Blous

This small cube consists of synthetic indigo or “blous”. In the late 17th and early 18th century, Curaçao had a flourishing indigo industry. The natural “blous” was exported to Europe where it was used as a blue dye, and also to prevent discoloration of white laundry. In Curaçao, people kept and spread the African tradition surrounding “blous”, and used it for protection against evil. It is an example of the everyday spirituality that is present on the island. For centuries the colonizers and the church tried to ban these rituals. Today, younger generations show renewed interest in spiritual traditions and see them as meaningful elements of their identity.

Listen to the podcast

2:27 min

"My mother taught me this tradition, I will pass it on to my children and I hope it will live on for generations to come"

- Tiziana Penso

My name is Tiziana Penso.
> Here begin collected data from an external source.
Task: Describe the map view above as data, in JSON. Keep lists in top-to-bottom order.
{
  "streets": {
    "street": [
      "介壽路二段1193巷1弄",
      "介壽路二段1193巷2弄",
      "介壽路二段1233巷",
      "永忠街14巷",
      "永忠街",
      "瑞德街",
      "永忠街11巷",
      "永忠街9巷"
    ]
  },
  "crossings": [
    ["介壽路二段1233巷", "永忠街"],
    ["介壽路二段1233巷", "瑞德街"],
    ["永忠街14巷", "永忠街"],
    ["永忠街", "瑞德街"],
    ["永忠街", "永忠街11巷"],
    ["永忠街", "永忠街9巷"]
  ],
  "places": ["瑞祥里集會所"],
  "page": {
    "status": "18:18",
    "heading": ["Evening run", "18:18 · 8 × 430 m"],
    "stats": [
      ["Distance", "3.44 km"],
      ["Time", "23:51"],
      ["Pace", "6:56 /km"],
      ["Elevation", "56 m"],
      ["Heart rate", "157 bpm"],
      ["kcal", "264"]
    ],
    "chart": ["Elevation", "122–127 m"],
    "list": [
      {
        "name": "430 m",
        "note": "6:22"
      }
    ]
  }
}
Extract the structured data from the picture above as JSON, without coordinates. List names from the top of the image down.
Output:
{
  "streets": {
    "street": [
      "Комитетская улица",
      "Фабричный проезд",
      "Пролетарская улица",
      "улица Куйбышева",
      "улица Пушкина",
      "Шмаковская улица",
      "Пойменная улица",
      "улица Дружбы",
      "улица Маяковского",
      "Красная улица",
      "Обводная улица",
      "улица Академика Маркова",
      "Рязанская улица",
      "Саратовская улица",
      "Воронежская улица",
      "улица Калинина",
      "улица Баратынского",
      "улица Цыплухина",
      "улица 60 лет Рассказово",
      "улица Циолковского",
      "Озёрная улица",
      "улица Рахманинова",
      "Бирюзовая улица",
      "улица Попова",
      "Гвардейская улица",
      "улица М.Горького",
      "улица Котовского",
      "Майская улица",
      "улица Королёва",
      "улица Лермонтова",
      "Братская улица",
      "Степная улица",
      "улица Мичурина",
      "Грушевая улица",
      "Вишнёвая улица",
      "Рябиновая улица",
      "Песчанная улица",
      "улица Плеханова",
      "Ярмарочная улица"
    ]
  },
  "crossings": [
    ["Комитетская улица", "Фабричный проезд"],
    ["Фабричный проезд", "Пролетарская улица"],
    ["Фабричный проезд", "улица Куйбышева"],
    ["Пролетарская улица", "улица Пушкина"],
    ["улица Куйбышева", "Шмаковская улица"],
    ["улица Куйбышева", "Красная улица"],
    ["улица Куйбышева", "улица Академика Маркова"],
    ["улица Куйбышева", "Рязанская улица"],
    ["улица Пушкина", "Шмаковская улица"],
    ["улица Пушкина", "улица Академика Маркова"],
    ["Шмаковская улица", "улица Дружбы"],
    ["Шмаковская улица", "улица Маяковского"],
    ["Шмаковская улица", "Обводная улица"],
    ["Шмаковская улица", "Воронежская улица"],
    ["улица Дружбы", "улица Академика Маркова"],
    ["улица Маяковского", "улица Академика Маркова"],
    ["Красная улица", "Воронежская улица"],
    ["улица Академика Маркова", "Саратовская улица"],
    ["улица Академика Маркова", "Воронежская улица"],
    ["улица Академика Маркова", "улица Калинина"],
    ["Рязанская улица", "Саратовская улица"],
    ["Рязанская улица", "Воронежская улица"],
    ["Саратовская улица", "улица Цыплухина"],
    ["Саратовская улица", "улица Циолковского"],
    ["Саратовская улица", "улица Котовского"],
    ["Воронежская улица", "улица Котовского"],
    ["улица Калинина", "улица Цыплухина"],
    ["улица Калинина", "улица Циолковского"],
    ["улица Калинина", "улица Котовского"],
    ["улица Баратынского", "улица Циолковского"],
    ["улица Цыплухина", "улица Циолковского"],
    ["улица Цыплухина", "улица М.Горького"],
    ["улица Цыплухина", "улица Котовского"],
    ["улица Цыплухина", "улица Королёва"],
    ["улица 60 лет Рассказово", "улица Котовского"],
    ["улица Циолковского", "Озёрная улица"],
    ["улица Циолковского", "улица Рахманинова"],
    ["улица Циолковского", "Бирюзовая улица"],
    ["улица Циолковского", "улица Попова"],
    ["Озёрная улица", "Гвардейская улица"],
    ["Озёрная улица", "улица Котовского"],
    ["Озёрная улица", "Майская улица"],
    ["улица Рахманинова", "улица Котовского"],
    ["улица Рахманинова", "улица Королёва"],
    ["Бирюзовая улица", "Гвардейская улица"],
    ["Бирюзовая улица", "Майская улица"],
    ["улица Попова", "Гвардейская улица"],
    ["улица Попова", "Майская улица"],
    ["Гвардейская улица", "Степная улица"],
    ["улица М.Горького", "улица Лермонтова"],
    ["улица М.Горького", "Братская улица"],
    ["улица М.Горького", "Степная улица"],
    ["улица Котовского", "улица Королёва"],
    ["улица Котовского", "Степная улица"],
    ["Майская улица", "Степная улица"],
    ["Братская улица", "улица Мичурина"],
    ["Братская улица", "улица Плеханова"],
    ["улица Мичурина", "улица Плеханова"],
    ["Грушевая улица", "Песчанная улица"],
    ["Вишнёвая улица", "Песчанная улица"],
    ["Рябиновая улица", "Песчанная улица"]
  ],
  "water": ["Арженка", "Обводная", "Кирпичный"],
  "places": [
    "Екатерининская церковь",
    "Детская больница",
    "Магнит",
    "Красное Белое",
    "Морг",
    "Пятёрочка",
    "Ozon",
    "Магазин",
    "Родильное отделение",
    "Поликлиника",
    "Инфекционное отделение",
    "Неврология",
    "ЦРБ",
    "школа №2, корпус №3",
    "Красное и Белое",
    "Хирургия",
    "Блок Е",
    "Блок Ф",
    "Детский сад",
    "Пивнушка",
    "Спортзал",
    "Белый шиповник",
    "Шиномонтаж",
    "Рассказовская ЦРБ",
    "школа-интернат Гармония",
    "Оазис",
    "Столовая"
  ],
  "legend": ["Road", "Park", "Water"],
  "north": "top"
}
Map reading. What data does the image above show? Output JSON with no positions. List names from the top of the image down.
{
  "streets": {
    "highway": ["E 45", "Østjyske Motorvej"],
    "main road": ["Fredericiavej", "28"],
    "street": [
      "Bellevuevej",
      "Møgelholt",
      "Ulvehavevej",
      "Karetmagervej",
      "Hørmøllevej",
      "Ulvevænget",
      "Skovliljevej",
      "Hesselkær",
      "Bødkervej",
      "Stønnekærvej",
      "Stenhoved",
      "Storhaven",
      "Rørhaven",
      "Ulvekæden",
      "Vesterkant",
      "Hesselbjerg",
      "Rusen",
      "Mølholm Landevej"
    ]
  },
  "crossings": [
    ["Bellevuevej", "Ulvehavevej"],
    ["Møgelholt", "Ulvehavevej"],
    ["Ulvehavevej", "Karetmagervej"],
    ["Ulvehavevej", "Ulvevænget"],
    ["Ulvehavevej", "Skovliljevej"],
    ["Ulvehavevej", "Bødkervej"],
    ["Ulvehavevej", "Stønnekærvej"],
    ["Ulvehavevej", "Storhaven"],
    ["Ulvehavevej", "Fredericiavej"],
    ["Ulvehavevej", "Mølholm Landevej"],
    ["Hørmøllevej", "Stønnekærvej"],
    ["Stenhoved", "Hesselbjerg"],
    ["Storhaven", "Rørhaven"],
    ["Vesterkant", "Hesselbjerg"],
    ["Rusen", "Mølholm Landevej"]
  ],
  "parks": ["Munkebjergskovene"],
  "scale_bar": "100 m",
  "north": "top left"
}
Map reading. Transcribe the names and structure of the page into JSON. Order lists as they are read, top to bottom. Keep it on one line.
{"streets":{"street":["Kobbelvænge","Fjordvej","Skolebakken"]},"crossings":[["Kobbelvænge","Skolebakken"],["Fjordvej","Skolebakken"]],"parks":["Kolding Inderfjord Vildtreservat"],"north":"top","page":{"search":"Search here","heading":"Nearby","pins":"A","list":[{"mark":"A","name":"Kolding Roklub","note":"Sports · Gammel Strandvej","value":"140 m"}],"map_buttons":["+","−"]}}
I’m 29 years old and I was born in Curaçao. When I think about blous I think about my family tradition. I know that blous was used originally to wash clothes with but my family didn’t use it that way. We use it to get rid of bad energy, jealousy, negative things that people can attract without knowing. Blous was used on me actually when I was a baby. When a baby is born and the parents go to a party or some other event where they know that a lot of people will be looking at the baby they use blous on the soles of the baby’s feet or on the back of its head. When you get back home you bathe your baby and you use a little bit of blous in the bathing water. That way you get rid of the negative energy or ‘oyada’ as we call it – anything that can be interpreted as negative for the child. And this is a tradition that I learned from my elders who learned it from their parents and from the generations before. My mother taught me this tradition, I will pass it on to my children and I hope it will live on for generations to come.